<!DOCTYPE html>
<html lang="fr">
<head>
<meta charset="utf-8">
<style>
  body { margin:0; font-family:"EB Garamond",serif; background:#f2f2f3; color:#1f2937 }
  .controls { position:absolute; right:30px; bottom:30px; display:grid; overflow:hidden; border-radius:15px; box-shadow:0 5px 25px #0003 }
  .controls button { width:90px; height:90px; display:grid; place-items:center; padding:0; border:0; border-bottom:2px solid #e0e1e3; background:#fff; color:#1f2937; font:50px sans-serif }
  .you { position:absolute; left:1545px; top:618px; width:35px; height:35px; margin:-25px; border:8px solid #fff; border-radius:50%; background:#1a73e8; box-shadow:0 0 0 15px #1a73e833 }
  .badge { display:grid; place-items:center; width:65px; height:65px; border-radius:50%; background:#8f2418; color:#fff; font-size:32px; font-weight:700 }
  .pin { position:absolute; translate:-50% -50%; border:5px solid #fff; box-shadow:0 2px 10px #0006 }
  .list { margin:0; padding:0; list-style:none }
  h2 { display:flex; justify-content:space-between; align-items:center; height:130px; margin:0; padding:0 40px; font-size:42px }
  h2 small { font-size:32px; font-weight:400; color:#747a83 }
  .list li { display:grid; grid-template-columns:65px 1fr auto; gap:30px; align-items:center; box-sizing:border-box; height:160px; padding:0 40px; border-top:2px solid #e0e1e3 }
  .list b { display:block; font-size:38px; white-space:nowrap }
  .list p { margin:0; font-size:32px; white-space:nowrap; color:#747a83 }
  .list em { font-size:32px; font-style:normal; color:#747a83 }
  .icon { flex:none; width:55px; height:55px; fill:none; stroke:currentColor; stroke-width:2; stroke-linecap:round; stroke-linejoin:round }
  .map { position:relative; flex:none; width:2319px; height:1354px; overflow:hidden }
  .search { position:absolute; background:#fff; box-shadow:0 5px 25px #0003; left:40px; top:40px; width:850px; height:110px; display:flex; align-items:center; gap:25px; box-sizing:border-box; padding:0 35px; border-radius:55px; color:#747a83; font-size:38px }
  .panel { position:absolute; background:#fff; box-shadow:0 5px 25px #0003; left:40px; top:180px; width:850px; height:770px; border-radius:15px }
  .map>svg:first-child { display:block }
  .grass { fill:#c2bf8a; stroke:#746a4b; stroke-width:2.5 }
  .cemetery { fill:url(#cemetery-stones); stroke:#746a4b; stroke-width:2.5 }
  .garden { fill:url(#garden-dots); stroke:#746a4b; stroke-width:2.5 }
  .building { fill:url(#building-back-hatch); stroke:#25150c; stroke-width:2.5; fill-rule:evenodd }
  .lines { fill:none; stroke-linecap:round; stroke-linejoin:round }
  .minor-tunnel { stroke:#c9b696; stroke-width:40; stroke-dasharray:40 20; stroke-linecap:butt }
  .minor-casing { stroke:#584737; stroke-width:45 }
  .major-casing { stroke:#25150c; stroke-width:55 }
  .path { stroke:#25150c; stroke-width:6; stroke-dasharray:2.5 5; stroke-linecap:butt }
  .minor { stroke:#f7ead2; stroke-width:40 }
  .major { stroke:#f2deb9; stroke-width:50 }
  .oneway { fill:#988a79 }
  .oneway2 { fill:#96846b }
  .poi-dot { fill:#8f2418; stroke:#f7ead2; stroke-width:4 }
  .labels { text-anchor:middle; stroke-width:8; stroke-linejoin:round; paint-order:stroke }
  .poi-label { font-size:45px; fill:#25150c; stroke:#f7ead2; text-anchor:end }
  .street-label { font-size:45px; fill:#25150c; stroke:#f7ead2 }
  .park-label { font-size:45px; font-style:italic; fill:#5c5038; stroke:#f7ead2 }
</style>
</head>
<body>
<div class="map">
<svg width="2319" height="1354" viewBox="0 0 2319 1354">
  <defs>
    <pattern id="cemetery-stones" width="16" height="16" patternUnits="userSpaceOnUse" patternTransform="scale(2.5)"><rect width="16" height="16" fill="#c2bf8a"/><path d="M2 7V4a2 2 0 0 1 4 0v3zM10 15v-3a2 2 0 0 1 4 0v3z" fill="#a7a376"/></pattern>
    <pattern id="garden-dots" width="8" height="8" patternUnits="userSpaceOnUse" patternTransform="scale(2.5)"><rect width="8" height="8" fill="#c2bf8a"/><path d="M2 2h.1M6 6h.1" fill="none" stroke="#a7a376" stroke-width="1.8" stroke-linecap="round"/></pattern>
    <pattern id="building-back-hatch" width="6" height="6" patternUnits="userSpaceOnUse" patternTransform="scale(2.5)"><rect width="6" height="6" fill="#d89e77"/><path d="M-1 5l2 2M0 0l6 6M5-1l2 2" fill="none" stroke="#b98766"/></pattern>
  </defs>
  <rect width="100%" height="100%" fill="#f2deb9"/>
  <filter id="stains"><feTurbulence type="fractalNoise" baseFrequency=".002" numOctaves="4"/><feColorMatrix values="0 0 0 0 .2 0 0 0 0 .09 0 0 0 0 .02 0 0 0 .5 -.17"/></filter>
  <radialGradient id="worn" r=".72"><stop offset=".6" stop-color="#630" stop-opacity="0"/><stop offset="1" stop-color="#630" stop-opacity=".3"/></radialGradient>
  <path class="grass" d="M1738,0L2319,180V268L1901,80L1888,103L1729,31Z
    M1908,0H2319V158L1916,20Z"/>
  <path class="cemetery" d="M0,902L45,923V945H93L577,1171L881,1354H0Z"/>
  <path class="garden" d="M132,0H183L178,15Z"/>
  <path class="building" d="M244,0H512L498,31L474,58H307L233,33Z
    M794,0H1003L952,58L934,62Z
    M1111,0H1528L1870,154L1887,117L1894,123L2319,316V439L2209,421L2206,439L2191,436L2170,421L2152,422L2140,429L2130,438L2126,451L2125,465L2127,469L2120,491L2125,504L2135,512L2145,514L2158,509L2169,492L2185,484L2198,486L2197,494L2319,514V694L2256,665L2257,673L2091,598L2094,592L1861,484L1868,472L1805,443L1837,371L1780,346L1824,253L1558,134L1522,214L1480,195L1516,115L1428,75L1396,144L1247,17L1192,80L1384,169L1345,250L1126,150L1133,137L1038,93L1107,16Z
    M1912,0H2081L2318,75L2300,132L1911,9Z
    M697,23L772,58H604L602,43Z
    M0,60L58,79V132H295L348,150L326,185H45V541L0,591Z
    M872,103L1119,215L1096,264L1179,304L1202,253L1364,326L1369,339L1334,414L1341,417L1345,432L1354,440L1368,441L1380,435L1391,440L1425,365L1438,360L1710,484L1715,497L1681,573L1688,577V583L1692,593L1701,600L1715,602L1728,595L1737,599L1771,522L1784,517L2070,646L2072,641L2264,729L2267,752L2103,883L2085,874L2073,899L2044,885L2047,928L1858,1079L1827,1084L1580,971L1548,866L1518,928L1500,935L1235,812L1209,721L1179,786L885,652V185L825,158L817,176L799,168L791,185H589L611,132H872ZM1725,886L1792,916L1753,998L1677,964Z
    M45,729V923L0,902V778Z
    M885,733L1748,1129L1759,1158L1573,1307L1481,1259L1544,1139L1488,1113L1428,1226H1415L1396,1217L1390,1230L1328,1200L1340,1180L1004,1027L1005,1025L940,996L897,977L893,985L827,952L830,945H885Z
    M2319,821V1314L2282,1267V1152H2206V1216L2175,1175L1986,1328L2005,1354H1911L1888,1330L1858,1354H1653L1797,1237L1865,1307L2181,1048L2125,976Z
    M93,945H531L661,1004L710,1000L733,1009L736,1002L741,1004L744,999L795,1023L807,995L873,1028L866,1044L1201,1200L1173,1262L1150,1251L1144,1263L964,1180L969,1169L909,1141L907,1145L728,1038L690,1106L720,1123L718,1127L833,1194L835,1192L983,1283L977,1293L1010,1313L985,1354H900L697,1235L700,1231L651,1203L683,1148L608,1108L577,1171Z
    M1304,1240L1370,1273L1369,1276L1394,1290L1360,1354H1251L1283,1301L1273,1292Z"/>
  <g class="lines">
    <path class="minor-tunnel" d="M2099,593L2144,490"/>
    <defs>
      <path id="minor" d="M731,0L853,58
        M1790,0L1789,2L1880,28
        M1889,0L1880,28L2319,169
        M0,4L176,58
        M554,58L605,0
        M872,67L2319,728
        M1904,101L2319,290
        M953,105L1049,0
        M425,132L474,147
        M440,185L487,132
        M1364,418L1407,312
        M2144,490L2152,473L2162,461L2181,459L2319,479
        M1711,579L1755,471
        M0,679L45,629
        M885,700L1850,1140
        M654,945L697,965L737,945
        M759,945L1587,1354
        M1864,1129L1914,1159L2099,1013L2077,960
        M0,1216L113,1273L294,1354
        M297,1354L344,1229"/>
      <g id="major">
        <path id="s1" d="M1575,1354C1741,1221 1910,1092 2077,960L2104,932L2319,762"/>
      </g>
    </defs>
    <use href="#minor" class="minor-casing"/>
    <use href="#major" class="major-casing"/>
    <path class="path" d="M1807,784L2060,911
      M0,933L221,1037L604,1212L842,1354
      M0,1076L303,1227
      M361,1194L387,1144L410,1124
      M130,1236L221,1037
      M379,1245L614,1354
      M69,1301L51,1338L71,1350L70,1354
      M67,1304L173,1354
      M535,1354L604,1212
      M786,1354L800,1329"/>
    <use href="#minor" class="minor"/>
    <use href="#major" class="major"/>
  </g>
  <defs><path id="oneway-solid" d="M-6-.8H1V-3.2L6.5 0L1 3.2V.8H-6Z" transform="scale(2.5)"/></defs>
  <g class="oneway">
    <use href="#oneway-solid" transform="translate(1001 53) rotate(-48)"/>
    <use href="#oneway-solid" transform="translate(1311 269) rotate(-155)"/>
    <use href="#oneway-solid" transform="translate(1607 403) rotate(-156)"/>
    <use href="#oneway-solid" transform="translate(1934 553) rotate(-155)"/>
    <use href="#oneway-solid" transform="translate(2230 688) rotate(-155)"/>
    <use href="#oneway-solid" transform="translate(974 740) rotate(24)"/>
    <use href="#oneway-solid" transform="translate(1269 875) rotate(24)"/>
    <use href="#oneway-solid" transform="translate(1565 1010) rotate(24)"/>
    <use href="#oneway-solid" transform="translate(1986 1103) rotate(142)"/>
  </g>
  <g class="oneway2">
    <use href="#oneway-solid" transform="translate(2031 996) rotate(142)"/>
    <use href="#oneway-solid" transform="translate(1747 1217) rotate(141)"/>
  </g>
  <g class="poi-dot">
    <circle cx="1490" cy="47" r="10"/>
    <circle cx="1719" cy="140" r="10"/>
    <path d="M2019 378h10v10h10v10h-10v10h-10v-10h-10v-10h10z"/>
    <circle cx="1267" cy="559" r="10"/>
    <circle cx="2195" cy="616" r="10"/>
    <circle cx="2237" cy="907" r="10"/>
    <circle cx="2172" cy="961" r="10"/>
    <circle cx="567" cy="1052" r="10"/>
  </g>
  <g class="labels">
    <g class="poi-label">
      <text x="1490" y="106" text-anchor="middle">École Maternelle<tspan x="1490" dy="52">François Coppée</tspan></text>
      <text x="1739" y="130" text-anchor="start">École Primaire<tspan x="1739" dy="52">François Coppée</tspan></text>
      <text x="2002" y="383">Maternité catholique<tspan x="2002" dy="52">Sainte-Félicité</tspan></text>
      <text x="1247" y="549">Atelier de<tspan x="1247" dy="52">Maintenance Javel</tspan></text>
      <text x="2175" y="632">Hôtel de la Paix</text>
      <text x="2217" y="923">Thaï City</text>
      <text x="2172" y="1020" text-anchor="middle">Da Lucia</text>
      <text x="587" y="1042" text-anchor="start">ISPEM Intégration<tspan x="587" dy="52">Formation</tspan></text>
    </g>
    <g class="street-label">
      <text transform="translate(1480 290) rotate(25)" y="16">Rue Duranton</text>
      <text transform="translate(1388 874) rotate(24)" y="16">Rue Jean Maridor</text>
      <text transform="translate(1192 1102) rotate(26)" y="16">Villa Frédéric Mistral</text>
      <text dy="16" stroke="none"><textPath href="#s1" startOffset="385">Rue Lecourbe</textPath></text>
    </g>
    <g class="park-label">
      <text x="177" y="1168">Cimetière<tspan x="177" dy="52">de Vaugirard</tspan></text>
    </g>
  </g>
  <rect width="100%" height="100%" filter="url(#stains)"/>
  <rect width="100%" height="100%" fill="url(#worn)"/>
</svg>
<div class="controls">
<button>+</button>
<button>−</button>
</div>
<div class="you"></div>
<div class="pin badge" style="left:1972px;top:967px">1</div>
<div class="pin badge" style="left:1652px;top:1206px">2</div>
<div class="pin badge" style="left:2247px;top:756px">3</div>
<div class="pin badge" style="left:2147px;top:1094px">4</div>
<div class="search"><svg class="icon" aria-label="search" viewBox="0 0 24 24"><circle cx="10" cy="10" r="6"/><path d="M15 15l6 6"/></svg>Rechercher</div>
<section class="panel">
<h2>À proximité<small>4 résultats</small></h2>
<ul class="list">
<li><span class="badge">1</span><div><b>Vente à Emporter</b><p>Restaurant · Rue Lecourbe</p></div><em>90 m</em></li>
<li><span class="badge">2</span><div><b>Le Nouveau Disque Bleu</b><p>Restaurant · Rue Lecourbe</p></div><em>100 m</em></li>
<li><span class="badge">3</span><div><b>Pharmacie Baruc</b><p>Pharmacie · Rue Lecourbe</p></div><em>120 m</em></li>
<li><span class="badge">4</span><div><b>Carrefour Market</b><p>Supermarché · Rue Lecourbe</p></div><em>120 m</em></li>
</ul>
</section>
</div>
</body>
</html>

+-------+

Where a line of the records has the string "lines", copy that line.

  .lines { fill:none; stroke-linecap:round; stroke-linejoin:round }
  <g class="lines">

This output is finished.